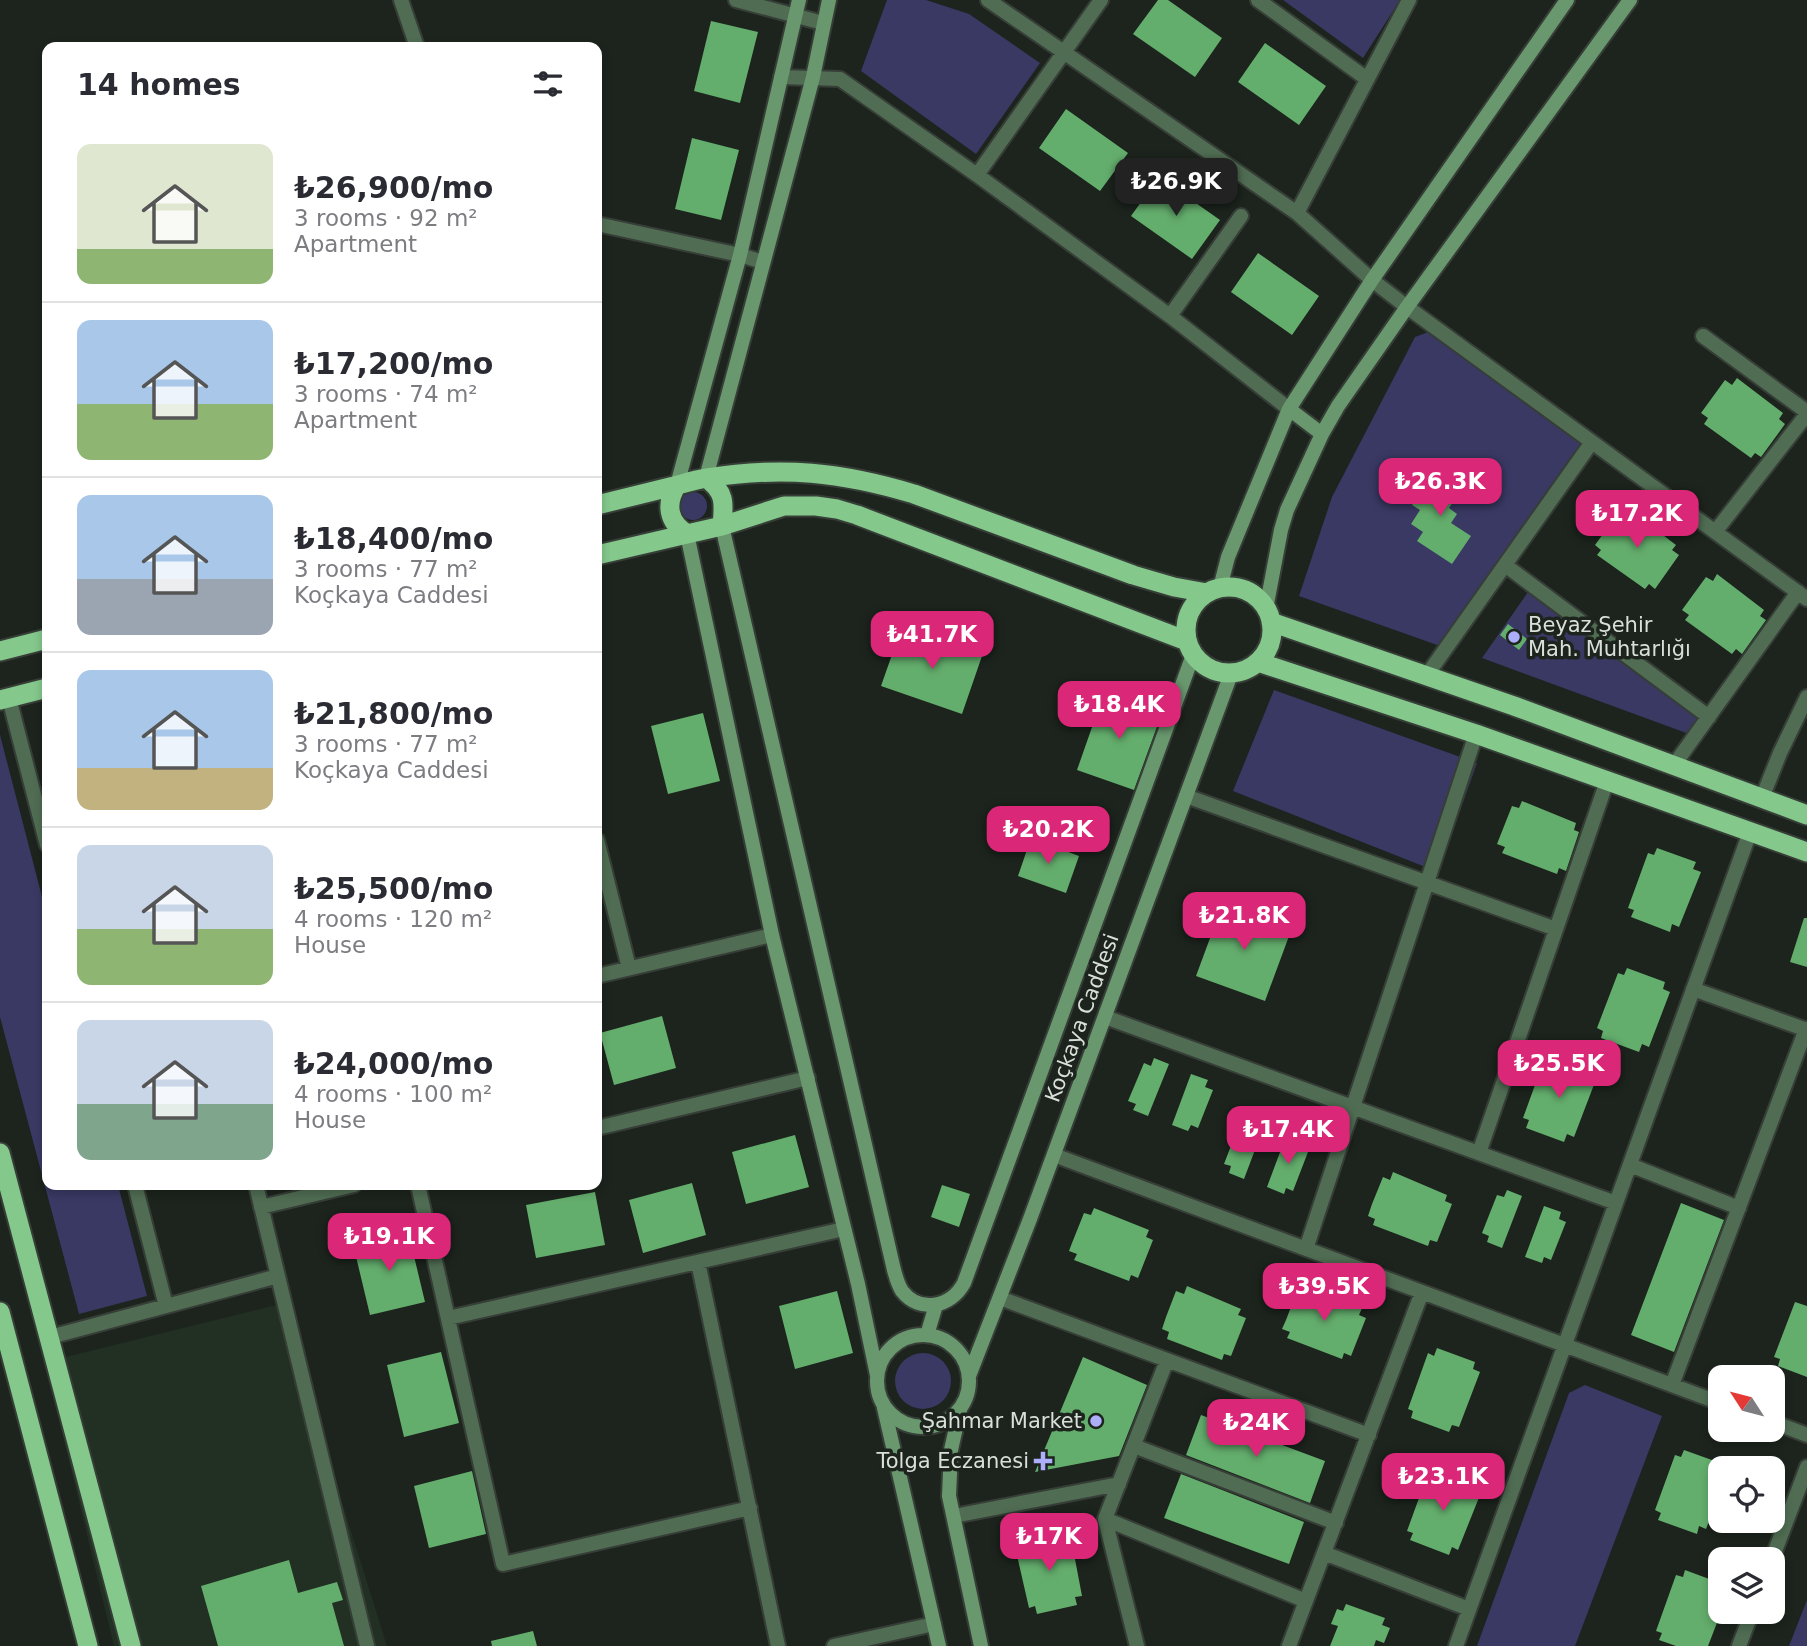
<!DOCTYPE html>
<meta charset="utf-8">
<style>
body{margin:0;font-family:"DejaVu Sans",sans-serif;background:#f2f2f3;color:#2b2b33;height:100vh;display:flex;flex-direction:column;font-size:26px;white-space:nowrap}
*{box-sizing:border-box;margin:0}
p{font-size:23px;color:#7c7c81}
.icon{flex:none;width:38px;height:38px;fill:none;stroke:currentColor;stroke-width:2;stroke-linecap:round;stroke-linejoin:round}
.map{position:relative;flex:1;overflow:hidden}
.sheet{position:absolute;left:42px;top:42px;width:560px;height:1148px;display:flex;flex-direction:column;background:#fff;border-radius:14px;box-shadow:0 4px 10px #0003}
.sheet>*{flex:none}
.needle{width:46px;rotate:306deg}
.fabs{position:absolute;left:1708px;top:1365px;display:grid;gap:14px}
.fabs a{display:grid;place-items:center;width:77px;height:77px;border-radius:14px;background:#fff;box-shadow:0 4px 10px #0003;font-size:35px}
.price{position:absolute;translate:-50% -60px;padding:0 16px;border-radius:14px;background:#db2777;color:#fff;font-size:23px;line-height:46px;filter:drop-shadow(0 2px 4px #0008)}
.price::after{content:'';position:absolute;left:50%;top:42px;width:21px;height:16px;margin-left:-10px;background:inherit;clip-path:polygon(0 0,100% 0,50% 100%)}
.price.current{background:#222;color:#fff}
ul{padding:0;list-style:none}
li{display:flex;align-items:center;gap:21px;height:175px;padding:0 35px}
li+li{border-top:2px solid #e1e1e2}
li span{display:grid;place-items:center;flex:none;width:196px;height:140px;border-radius:14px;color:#555}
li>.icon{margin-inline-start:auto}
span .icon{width:84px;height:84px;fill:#fffc;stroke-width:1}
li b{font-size:30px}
h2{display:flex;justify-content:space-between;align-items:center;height:84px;padding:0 35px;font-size:30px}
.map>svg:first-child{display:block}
.built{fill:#222f23}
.green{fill:#393964}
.building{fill:#64ae6d}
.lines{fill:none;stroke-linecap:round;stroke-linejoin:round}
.minor-casing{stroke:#363e37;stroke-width:18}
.secondary-casing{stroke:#363e37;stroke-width:18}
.trunk-casing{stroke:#363e37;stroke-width:23}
.minor{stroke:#506d53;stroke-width:14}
.secondary{stroke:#69986e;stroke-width:14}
.trunk{stroke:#84c88c;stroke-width:19}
.poi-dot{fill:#adaffb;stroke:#1c241d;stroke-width:2.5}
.labels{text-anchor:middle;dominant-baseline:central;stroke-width:7;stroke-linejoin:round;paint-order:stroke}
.poi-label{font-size:21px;fill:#d9dfd9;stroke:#1c241d;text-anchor:end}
.street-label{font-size:21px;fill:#d9dfd9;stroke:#1c241d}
</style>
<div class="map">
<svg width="1807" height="1646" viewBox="0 0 1807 1646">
<rect width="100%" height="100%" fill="#1c241d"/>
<path class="built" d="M280,1304l107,342h-273l-69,-284z"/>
<path class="green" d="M887,0h39l43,14 71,49 -64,91 -115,-83z
M1283,0h117l-37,58z
M1431,331l163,122 -140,198 -155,-55 33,-99 83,-160z
M679 506a14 14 0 1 1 28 0a14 14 0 1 1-28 0Z
M1535,582l181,134 -16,22 -218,-80z
M1274,690l203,73 -39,109 -205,-81z
M0,735l47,181v269h71l29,111 -68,18 -79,-297z
M895 1381a28 28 0 1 1 56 0a28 28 0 1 1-56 0Z
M1585,1385l77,31 -87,230h-98l92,-253z
M1807,1600v46h-18z"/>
<path class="building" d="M1158,0h10l54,38 -27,39 -62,-43z
M711,21l47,11 -18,71 -46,-12z
M1265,43l61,43 -27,39 -61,-43z
M1066,109l62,44 -28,38 -61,-43z
M692,138l47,12 -18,70 -46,-11z
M1159,177l61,43 -28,39 -61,-43z
M1258,253l61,43 -27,39 -61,-43z
M1737,378l46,35 -4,6 6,5 -24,33 -6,-4 -4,5 -47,-34 4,-6 -7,-5 24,-33 7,5z
M1436,469l27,18 -14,21 8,6 -6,9 20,13 -19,28 -35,-23 6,-9 -12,-8 9,-14 -8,-5z
M1630,510l46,35 -4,5 7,5 -24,34 -6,-5 -4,5 -48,-34 4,-5 -6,-5 24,-33 6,4z
M1717,574l47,36 -4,6 6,4 -24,34 -6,-5 -4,5 -47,-34 4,-5 -7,-5 24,-33 7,4z
M1508,624l19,15 -8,11 -19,-15z
M901,629l81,27 -20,58 -81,-28z
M1104,693l58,20 -28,77 -57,-20z
M703,713l17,68 -52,13 -17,-68z
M1522,801l54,22 -2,7 5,2 -13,39 -7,-3 -2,6 -55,-21 3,-6 -8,-3 15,-38 7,2z
M1031,838l48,18 -13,37 -48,-17z
M1657,848l39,14 -3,7 8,3 -22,55 -7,-3 -2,8 -39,-15 3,-7 -6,-2 20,-55 6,2z
M1223,903l69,25 -27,73 -69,-25z
M1804,918h3v49l-17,-5z
M1627,968l38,14 -2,7 7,3 -21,55 -7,-3 -3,8 -38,-14 2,-7 -6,-3 21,-55 6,2z
M662,1016l14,52 -62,17 -14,-52z
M1154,1058l15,6 -21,52 -15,-6 3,-6 -8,-3 16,-38 7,3z
M1552,1058l39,14 -3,7 7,3 -21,55 -7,-3 -3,8 -38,-14 3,-8 -6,-2 20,-55 6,3z
M1191,1074l17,6 -3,7 8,3 -15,38 -7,-3 -3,6 -16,-6z
M1249,1120l15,6 -20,53 -15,-6 2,-7 -7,-2 15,-39 7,3z
M795,1135l14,52 -63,17 -14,-52z
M1286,1136l17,7 -2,6 7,3 -15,39 -7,-3 -2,6 -17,-7z
M1393,1172l54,23 -2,6 7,3 -15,38 -7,-2 -2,6 -55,-21 2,-6 -7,-3 4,-12 11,-27 7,3z
M692,1183l14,52 -63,18 -14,-53z
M942,1185l28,9 -11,33 -28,-10z
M1507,1190l15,6 -20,52 -15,-6 2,-6 -7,-3 15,-38 7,2z
M595,1192l10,53 -69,13 -10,-53z
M1681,1203l43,17 -50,132 -43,-17z
M1544,1206l17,6 -2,7 7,3 -15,38 -7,-3 -2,6 -17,-6z
M1094,1208l55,22 -3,7 7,3 -15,38 -7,-3 -2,6 -55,-21 3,-6 -8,-3 3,-8 12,-30 7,2z
M408,1231l17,71 -55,13 -17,-71z
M1187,1286l54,23 -3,6 8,3 -15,38 -7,-2 -2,6 -55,-21 2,-7 -7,-3 4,-12 10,-26 8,3z
M1307,1286l55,22 -3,7 7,3 -15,38 -7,-3 -2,6 -55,-21 3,-6 -8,-3 4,-9 11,-29 7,3z
M837,1291l16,62 -58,16 -16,-63z
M1795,1302l12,4v71l-29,-11 2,-7 -6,-2z
M1437,1348l38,14 -2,7 7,3 -21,55 -7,-2 -3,7 -38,-14 2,-7 -5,-2 20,-56 6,3z
M441,1352l18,71 -55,14 -17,-72z
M1083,1357l64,28 -28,71 -84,16z
M1201,1415l124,46 -15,42 -124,-48z
M1684,1450l39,14 -3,4v24l-14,37 -7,-3 -2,8 -39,-14 3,-7 -6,-3 20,-55 6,2z
M472,1471l14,63 -57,14 -15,-62z
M1436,1471l39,14 -3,7 8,3 -22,55 -6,-3 -3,8 -39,-15 3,-7 -6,-2 20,-55 7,2z
M1181,1474l123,48 -15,42 -125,-46z
M1061,1532l2,8 8,-2 11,58 -7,1 2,8 -40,9 -2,-8 -6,2 -13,-57 7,-2 -2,-8z
M289,1560l9,33 39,-11 6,18 -11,3 12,43h-126l-17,-60z
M1685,1570l35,13v32l-12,31h-32l-17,-6 3,-7 -6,-2 20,-56 7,2z
M1346,1604l39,14 -3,7 8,3 -6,15 -8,-3 -2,6h-44l8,-20 -7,-2 6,-15 6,2z
M533,1631l4,15h-45l-1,-5z"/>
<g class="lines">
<g class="minor-casing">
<path id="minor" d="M401,0l16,47
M736,0l87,23
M988,0l309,213 75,67 35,27 400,292
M1258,0l109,79
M781,77l59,2 137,96 193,141 119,93
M977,175l124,-175
M1297,213l112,-213
M597,224l143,31 23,7
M1170,316l71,-100
M1703,336l104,76
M1715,532l92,-118
M1505,565l204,152
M1427,675l165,-233
M9,698l38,147
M1674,765l124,-173
M1186,796l370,133
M1762,798l18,-45 27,-56
M597,840l32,128
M597,976l175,-41
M1693,989l114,41
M1105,1017l511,186
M597,1128l211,-50
M1479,1153l128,-372
M1054,1155l666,248
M1630,1165l109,43
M135,1185l31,121
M256,1185l111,461
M418,1185l85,379 247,-56
M261,1207l93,-22
M1306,1249l170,-515
M698,1262l80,384
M1000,1298l369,137
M448,1318l396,-89
M50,1337l228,-61
M1167,1360l-62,159 201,82
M1672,1385l134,-356
M1773,1422l34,13
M1134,1446l202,77
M954,1516l165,-32
M1105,1519l32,127
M1324,1553l145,56
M1772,1559l35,-92
M834,1646l100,-22
M1289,1646l133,-354
M1456,1646l294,-814
M1739,1646l13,-34"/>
</g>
<g class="secondary-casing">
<path id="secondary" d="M1289,409l33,25
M706,478l107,-401 16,-77
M677,485l63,-230 59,-255
M722,526l172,744c2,7 4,15 8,21 18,23 49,16 62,-8l229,-628
M687,534l85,401 86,349 19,91
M1220,588l8,-31 61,-148 83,-129 195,-280
M1266,609l15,-79 6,-20 35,-76 16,-28 69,-99 223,-307
M877 1381a46 46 0 1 1 92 0a46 46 0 1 1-92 0Z
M927,1335l9,-30
M969,1376l61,-157 201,-545
M884,1408l55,238
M960,1410l-9,40 -2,46 32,150"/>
</g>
<g class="trunk-casing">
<path id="trunk" d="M706,478c20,14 18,26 16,48
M677,485c-12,19 -9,37 10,49l35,-8 62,-20h32l21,3 20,6 330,126
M597,505c24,-6 49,-12 73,-18 12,-3 24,-7 37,-9 76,-12 134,-6 207,16l219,81 41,12 33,6
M597,555l90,-21
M1186 630a43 43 0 1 1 86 0a43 43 0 1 1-86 0Z
M1271,622l243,84 293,109
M0,651l47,-12
M1258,662l218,72 331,118
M0,700l47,-12
M0,1153l131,493
M0,1312l88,334"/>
</g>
<use href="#minor" class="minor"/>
<use href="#secondary" class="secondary"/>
<use href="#trunk" class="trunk"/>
</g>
<g class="poi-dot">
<circle cx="1514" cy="637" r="7"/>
<circle cx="1096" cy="1421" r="7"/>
<path d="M1039.5 1450.5h7v7h7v7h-7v7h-7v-7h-7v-7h7z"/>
</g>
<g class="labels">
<g class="poi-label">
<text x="1528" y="625" text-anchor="start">Beyaz Şehir<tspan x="1528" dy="24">Mah. Muhtarlığı</tspan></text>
<text x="1082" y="1421">Şahmar Market</text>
<text x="1029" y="1461">Tolga Eczanesi</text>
</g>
<g class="street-label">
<text transform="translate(1082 1018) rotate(-70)">Koçkaya Caddesi</text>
</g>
</g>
</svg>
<div class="fabs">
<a><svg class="needle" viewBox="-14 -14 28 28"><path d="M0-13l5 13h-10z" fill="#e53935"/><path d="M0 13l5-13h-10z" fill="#7c7c81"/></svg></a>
<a><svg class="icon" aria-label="locate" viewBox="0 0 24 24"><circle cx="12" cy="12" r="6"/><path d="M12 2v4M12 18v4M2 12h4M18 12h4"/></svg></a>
<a><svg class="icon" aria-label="layers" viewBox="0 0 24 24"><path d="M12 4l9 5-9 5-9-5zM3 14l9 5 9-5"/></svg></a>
</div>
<b class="price current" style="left:1176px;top:218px">₺26.9K</b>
<b class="price" style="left:1440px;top:518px">₺26.3K</b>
<b class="price" style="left:1637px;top:550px">₺17.2K</b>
<b class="price" style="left:932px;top:671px">₺41.7K</b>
<b class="price" style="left:1119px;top:741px">₺18.4K</b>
<b class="price" style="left:1048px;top:866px">₺20.2K</b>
<b class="price" style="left:1244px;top:952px">₺21.8K</b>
<b class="price" style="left:1559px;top:1100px">₺25.5K</b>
<b class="price" style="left:1288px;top:1166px">₺17.4K</b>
<b class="price" style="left:389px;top:1273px">₺19.1K</b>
<b class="price" style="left:1324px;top:1323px">₺39.5K</b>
<b class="price" style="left:1256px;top:1459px">₺24K</b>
<b class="price" style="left:1443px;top:1513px">₺23.1K</b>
<b class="price" style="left:1049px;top:1573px">₺17K</b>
<section class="sheet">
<h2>14 homes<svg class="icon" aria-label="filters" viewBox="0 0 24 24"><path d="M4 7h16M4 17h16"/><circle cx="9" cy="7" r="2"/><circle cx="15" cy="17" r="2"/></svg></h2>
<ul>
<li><span style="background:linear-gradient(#dfe7d0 75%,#8fb573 0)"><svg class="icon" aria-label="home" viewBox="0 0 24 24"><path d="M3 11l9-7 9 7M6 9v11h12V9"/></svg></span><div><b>₺26,900/mo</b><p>3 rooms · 92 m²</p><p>Apartment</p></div></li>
<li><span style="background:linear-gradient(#a9c7e8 60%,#8fb573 0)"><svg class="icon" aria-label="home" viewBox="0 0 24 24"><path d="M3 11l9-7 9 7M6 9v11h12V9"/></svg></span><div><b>₺17,200/mo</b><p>3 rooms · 74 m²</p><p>Apartment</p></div></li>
<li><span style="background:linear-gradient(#a9c7e8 60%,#9aa5b1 0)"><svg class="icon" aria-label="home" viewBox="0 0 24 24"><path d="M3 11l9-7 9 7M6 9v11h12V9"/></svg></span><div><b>₺18,400/mo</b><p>3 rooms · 77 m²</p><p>Koçkaya Caddesi</p></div></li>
<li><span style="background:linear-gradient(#a9c7e8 70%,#c2b280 0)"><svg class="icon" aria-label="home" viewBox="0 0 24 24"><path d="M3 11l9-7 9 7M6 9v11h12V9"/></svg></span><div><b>₺21,800/mo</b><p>3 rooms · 77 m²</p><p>Koçkaya Caddesi</p></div></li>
<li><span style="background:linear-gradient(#c9d6e8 60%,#8fb573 0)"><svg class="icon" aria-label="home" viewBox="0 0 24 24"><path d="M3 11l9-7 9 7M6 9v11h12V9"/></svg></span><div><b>₺25,500/mo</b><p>4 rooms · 120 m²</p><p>House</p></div></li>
<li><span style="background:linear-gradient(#c9d6e8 60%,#7fa58c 0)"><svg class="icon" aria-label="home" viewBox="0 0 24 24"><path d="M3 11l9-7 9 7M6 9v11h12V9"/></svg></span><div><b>₺24,000/mo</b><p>4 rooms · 100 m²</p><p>House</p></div></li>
</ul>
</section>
</div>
══════
**EXERCISE REQUIREMENTS:** Among the lines above, list those that contain the word "shadow".

**SOLUTION FOR THIS PROBLEM:**
.sheet{position:absolute;left:42px;top:42px;width:560px;height:1148px;display:flex;flex-direction:column;background:#fff;border-radius:14px;box-shadow:0 4px 10px #0003}
.fabs a{display:grid;place-items:center;width:77px;height:77px;border-radius:14px;background:#fff;box-shadow:0 4px 10px #0003;font-size:35px}
.price{position:absolute;translate:-50% -60px;padding:0 16px;border-radius:14px;background:#db2777;color:#fff;font-size:23px;line-height:46px;filter:drop-shadow(0 2px 4px #0008)}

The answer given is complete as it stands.